[Input]:

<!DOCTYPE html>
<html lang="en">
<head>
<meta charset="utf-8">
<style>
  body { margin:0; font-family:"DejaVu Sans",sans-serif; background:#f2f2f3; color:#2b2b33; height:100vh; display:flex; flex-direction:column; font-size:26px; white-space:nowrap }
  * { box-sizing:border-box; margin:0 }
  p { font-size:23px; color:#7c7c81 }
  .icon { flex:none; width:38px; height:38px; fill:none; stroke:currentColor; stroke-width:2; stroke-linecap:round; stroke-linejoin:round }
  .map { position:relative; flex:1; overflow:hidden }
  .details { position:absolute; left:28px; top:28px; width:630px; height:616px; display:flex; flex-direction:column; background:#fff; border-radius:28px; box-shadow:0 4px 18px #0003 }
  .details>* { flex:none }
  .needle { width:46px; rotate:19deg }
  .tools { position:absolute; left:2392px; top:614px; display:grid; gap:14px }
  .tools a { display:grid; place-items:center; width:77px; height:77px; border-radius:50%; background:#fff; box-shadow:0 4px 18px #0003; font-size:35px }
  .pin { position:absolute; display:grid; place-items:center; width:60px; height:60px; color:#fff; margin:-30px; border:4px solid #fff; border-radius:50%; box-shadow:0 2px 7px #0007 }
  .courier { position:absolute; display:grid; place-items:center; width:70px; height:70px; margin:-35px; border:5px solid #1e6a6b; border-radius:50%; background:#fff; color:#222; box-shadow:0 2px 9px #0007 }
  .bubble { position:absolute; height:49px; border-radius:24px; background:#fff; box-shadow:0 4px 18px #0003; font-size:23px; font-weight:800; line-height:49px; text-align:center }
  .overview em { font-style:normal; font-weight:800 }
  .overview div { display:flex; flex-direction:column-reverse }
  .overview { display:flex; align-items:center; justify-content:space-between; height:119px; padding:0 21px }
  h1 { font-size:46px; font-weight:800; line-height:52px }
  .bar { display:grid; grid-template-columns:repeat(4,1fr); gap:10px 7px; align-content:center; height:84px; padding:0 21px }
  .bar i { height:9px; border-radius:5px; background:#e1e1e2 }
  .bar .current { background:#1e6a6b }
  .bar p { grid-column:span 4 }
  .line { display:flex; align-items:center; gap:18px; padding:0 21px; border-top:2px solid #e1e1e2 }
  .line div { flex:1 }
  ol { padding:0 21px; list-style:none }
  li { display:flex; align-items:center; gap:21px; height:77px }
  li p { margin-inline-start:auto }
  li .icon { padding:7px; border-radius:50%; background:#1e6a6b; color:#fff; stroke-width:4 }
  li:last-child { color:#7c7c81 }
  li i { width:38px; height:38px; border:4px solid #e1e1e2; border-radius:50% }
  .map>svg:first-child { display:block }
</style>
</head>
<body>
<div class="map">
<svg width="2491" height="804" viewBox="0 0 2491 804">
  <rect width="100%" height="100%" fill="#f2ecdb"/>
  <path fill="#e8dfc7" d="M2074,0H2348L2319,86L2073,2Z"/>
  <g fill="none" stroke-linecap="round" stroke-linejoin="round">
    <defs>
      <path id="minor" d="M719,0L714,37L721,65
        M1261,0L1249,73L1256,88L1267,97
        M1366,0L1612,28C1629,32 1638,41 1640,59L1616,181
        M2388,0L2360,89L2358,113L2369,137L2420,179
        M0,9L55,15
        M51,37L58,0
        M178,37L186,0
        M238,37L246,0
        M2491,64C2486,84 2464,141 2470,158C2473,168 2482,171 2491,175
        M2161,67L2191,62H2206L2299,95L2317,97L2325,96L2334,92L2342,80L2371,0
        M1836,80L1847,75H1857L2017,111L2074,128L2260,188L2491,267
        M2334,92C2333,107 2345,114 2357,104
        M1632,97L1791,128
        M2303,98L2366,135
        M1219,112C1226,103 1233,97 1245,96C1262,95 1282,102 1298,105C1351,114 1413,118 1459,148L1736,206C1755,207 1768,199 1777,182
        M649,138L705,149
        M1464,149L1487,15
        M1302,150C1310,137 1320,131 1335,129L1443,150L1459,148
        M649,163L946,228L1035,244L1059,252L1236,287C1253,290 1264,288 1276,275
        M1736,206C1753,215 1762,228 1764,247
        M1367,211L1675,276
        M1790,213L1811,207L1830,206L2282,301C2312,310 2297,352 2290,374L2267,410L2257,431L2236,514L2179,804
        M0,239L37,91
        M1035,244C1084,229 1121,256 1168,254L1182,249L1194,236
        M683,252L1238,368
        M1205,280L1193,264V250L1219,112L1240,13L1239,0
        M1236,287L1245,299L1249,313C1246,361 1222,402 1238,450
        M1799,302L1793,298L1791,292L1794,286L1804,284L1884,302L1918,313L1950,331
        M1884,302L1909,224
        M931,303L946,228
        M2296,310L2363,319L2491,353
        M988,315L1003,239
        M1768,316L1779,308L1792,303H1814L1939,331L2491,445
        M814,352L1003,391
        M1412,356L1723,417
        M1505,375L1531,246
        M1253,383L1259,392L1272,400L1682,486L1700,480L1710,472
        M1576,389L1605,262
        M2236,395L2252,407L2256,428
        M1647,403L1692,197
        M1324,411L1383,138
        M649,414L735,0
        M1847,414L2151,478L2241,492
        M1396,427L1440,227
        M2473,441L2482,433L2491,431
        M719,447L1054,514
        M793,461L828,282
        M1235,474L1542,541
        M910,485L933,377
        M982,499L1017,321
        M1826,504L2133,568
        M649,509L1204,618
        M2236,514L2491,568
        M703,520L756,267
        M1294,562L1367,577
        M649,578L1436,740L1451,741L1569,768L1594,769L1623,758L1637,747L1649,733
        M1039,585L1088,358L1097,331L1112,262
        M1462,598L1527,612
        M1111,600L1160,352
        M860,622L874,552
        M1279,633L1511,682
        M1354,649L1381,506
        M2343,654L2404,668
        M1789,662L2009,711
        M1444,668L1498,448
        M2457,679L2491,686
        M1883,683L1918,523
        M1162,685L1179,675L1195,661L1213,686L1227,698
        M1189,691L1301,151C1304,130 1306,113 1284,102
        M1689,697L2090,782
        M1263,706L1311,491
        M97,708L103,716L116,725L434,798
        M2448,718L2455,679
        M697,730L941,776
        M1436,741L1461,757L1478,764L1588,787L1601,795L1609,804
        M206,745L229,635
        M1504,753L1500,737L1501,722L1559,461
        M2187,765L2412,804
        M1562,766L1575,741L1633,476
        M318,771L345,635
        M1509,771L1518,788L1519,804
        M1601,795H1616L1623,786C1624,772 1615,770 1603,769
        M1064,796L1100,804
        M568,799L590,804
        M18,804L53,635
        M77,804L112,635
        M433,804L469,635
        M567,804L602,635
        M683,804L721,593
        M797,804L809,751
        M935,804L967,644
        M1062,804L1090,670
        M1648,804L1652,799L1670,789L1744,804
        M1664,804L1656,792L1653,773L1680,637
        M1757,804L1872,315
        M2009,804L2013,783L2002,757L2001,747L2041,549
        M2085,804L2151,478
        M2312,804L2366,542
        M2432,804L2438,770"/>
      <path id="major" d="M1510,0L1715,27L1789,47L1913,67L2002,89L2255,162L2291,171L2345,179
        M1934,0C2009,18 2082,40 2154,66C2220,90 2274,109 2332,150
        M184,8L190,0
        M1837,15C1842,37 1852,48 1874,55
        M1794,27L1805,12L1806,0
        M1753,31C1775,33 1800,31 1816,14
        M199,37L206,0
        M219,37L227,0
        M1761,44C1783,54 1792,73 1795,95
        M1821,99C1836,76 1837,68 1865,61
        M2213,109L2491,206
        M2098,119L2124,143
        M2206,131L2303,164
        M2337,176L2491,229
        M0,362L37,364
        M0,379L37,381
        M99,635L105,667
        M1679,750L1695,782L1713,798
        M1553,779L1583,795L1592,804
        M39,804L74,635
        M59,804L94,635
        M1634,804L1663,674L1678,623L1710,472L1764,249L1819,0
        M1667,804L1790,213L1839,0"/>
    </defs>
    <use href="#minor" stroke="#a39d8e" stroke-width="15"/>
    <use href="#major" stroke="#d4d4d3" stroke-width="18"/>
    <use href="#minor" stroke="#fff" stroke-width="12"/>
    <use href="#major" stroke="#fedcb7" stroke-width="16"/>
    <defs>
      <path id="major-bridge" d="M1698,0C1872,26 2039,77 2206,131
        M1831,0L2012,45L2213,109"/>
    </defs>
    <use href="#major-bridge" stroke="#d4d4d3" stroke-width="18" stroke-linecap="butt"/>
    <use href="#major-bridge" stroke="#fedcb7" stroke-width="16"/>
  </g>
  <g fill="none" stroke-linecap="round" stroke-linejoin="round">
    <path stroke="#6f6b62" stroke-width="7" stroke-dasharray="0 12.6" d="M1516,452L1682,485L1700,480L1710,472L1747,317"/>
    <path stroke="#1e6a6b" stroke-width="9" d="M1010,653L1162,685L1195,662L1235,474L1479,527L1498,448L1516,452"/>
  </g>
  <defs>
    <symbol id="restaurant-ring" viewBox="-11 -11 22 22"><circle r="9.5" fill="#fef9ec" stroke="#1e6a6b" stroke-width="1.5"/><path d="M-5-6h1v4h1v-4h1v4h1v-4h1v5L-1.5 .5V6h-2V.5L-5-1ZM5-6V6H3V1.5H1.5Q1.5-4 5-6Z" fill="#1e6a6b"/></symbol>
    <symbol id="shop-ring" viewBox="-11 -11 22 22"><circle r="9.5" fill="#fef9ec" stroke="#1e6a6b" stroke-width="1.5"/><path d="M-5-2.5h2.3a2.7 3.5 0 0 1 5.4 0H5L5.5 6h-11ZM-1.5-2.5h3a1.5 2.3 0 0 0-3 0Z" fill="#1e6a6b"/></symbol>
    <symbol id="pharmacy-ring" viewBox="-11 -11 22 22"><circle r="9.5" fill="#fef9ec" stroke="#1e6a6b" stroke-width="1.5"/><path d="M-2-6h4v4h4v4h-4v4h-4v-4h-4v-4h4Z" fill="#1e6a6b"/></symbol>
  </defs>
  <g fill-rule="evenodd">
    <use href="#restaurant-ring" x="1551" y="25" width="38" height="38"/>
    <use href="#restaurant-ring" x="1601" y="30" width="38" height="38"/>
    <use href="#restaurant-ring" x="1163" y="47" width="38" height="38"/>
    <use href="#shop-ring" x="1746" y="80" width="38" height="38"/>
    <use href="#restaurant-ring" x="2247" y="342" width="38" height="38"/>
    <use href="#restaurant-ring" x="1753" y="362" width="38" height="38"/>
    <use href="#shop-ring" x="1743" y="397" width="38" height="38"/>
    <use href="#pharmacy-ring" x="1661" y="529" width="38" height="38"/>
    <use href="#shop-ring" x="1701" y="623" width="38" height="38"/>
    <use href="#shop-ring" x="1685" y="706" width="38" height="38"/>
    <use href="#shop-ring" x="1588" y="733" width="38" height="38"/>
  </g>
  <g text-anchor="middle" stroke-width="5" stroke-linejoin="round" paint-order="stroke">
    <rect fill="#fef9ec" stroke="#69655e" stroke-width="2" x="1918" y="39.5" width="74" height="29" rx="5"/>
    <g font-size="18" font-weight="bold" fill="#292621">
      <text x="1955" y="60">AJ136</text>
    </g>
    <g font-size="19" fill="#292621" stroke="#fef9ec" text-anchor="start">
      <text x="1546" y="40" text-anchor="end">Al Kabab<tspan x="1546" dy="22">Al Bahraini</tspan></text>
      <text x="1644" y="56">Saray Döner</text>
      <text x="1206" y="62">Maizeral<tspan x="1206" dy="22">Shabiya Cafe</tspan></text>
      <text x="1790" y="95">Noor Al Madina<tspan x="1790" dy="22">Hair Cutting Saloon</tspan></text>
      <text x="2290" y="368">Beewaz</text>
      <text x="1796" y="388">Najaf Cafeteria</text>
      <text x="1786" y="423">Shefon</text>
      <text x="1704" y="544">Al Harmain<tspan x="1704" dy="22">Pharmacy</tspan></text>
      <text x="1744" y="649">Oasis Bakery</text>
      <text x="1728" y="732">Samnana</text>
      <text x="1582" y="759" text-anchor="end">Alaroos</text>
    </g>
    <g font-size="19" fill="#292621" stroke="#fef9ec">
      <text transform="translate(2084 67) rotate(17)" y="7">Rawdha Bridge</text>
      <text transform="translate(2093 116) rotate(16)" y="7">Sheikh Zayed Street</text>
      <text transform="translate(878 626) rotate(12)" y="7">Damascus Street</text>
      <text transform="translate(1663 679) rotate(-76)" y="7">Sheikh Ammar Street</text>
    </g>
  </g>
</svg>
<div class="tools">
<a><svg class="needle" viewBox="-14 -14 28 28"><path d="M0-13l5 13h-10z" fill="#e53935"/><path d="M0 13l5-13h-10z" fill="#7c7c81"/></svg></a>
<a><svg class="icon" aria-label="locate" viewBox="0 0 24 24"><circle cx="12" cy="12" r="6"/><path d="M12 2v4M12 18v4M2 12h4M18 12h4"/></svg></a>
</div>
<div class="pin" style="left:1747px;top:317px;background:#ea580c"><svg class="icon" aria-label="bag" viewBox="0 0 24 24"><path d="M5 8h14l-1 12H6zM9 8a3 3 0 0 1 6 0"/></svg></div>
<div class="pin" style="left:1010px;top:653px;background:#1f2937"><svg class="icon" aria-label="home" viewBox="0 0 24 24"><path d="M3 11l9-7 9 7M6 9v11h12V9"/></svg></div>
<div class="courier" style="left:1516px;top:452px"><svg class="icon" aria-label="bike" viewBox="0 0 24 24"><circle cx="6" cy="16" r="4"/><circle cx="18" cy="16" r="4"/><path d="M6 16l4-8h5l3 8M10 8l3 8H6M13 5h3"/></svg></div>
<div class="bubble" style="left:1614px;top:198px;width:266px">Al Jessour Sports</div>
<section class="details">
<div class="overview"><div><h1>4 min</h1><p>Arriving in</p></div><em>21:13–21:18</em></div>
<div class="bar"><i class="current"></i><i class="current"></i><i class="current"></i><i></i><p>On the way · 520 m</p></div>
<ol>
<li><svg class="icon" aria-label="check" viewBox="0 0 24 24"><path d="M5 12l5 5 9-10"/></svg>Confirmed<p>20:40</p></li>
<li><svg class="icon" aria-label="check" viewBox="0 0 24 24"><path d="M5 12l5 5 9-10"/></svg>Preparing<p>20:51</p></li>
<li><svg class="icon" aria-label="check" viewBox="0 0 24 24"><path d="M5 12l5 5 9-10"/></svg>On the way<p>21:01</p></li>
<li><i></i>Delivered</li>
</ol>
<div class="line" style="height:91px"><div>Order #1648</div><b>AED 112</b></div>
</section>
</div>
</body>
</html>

[What the exercise asks]:
Report every line of the data in which "start" appears.

[Your solution]:
  li p { margin-inline-start:auto }
    <g font-size="19" fill="#292621" stroke="#fef9ec" text-anchor="start">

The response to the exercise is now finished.